La prima delle città a tirarsi indietro fu Toronto, che non partecipò alla votazione e alla fine, dopo l’esclusione di Budapest e di Detroit, i Giochi del 1960 furono assegnati a Roma nella votazione finale con Losanna.

La scelta di Roma fu simbolica perché univa le Olimpiadi antiche con quelle moderne, poiché, dopo la conquista della Grecia da parte di Roma, le gare Olimpiche furono spesso disputate a Roma e non più a Olimpia fino al 393 dopo Cristo, quando l’Imperatore Teodosio pose fine alla tradizione.
Per organizzare l’evento furono spesi 50 milioni di dollari, che il governo italiano reperì stanziando per l’organizzazione delle Olimpiadi gli introiti del Totocalcio.
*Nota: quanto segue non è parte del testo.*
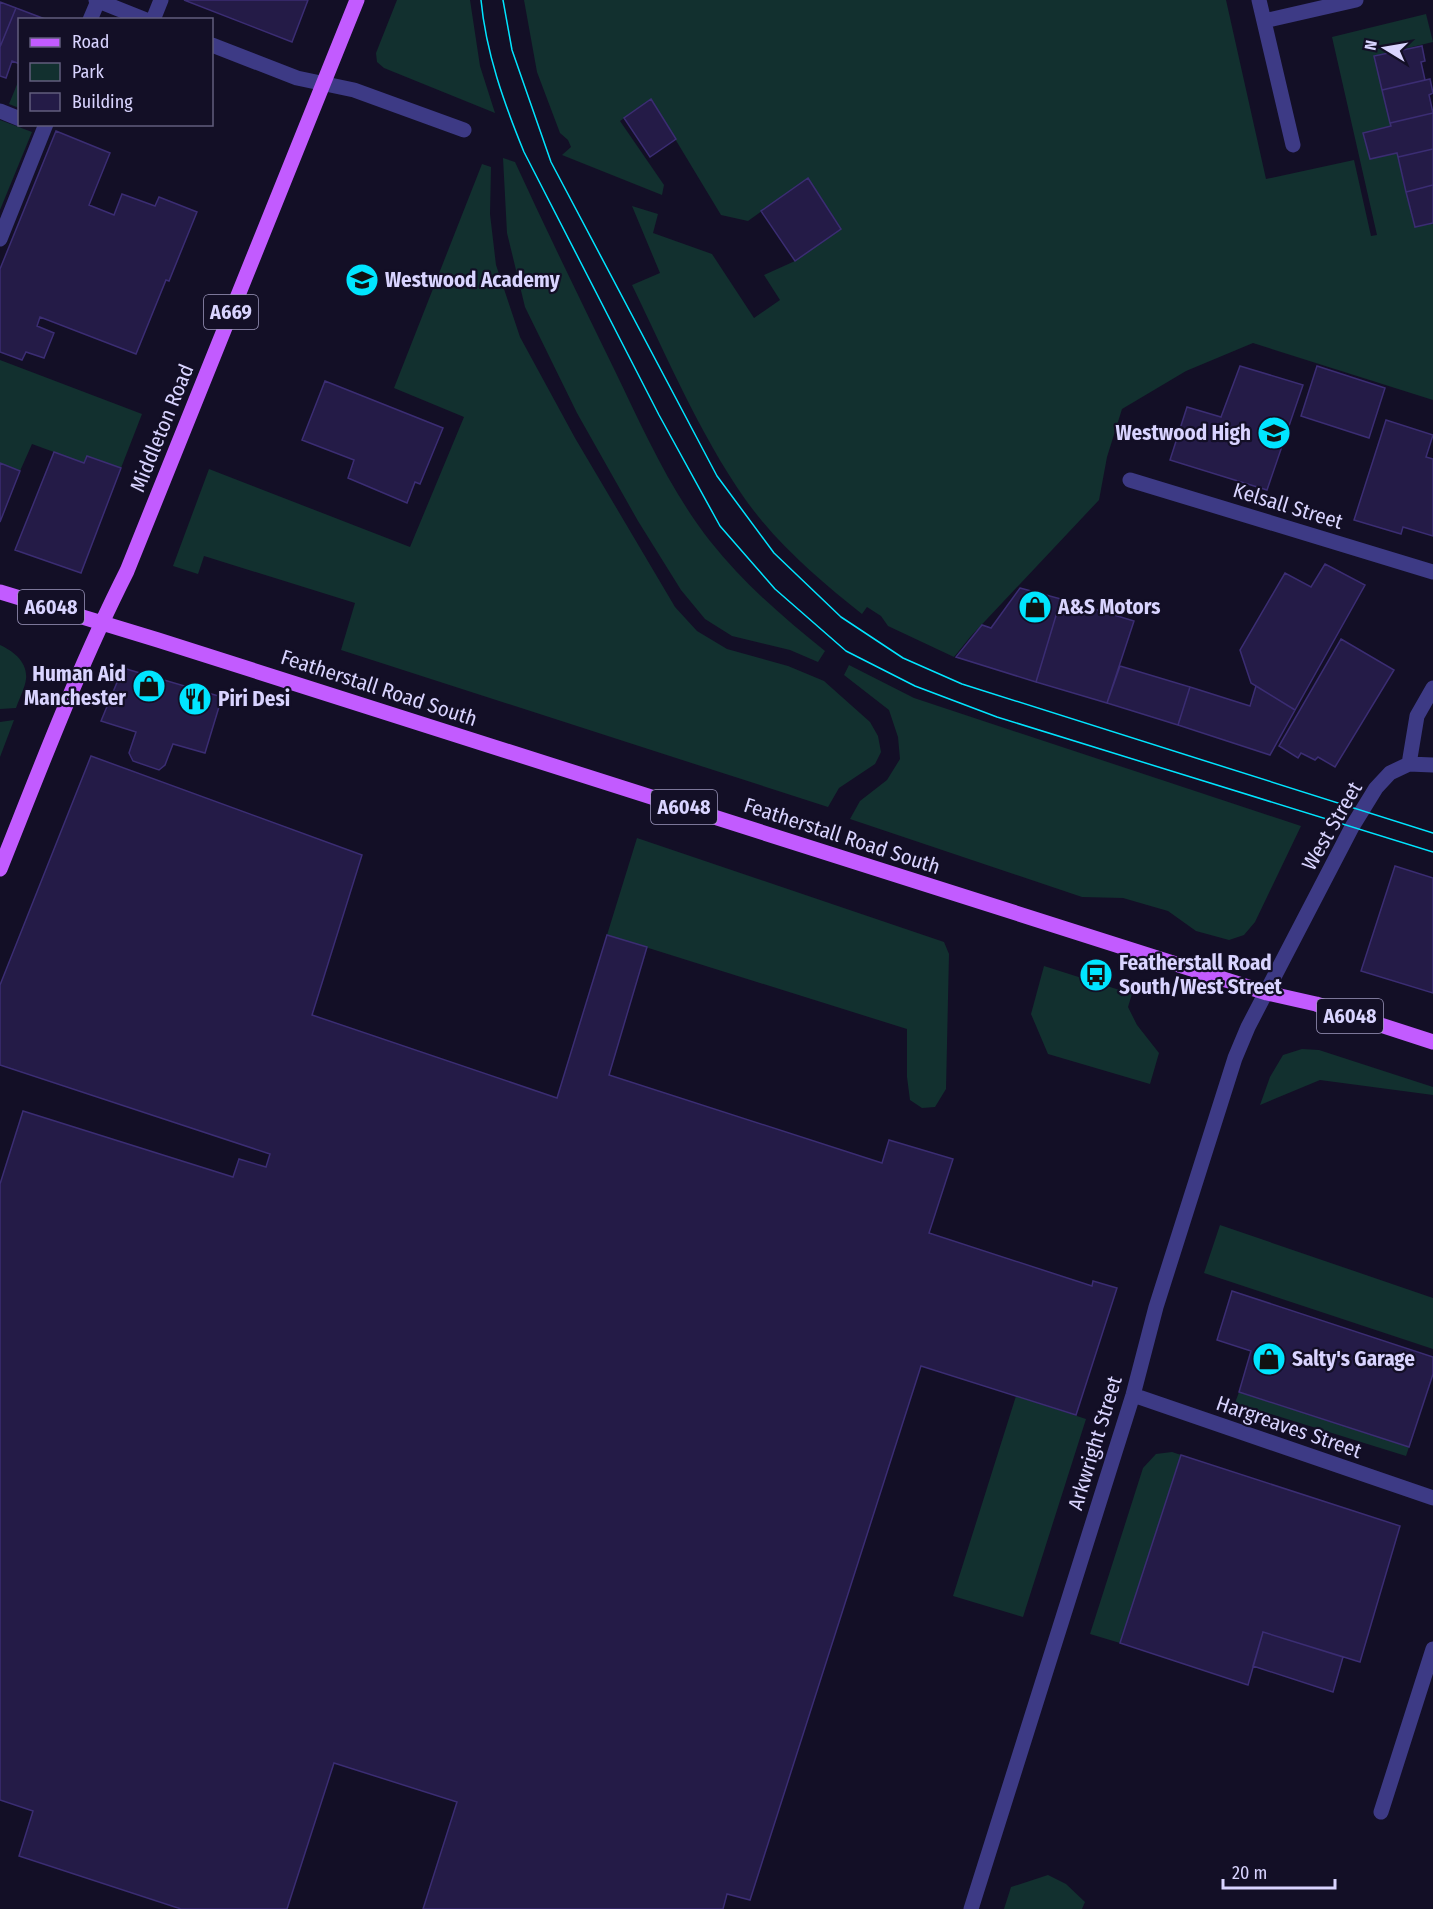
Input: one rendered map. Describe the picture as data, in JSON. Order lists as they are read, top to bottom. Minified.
{"streets":{"main road":["A669","Middleton Road","A6048","Featherstall Road South"],"street":["Kelsall Street","West Street","Hargreaves Street","Arkwright Street"]},"crossings":[["Middleton Road","A6048"],["Middleton Road","Featherstall Road South"],["A6048","Featherstall Road South"],["Featherstall Road South","West Street"],["Featherstall Road South","Arkwright Street"],["West Street","Arkwright Street"],["Hargreaves Street","Arkwright Street"]],"places":{"school or university":["Westwood Academy","Westwood High"],"shop":["A&S Motors","Human Aid Manchester","Salty's Garage"],"restaurant":["Piri Desi"],"bus stop":["Featherstall Road South/West Street"]},"legend":["Road","Park","Building"],"scale_bar":"20 m","north":"left"}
Le strutture scelte per disputare le gare delle Olimpiadi furono numerose, spesso costruite ex novo, mentre altre vennero restaurate e alcune erano già pronte.

Per la cerimonia di apertura e di chiusura e per l’atletica si decise di utilizzare lo Stadio Olimpico, costruito a partire dal 1927 durante i lavori per il Foro Italico su un progetto dell’ingegner Angelo Frisa e dell’architetto Enrico Del Debbio.

Lo Stadio dei Marmi, il piccolo e suggestivo stadio vicino all’Olimpico, venne scelto per ospitare i preliminari di hockey su prato, mentre lo Stadio del Nuoto, edificato negli anni Trenta su progetto dell’architetto Costantino Costantini, fu ampliato dagli architetti Enrico Del Debbio ed Annibale Vitellozzi nel 1959 per ospitare le gare di nuoto, pallanuoto e tuffi.

Le Olimpiadi ebbero inizio giovedì 25 agosto 1960 e la cerimonia d’apertura si svolse presso lo Stadio Olimpico di Roma, con il discobolo Adolfo Consolini che lesse il giuramento degli atleti, il Presidente della Repubblica Giovanni Gronchi ad aprire i Giochi e Giancarlo Peris, un ragazzo di Civitavecchia che aveva vinto i campionati provinciali di corsa campestre, come ultimo tedoforo.

Per la prima volta nella storia, le Olimpiadi si svolsero in mondovisione ed ebbero un grosso impatto sul pubblico italiano, con il boom di acquisti di apparecchi televisivi.

Gli italiani furono entusiasmati dalla vittoria nei 200 metri di Livio Berruti di fronte al proprio pubblico, oltre a tre medaglie d’oro nel pugilato, dove per gli Stati Uniti un oro venne vinto dal leggendario Cassius Clay, che nel 1964 cambiò il proprio nome in Muhammad Ali, senza dimenticare due ori, un argento e tre bronzi nella scherma.

A vincere il medagliere fu l’Unione Sovietica, con 43 medaglie d’oro, di cui 10 vinte nella ginnastica, mentre il secondo posto fu degli Stati Uniti, con 34 ori.

Non mancarono altre imprese, come quella del canoista svedese Gert Fredriksson, vincitore del sesto titolo olimpico, come anche lo schermidore ungherese Aladar Gerevich.

Ma la storia di queste Olimpiadi è quella dell’etiope Abebe Bikila, che corse la maratona a piedi nudi e la vinse, come ricorda una targa commemorativa in Via San Gregorio, dove tagliò lo storico traguardo. Bikila

A Roma ci fu anche l’ultima apparizione olimpica del Sudafrica prima del 1992, in cui venne riammessa ai Giochi dopo la fine dell’apartheid.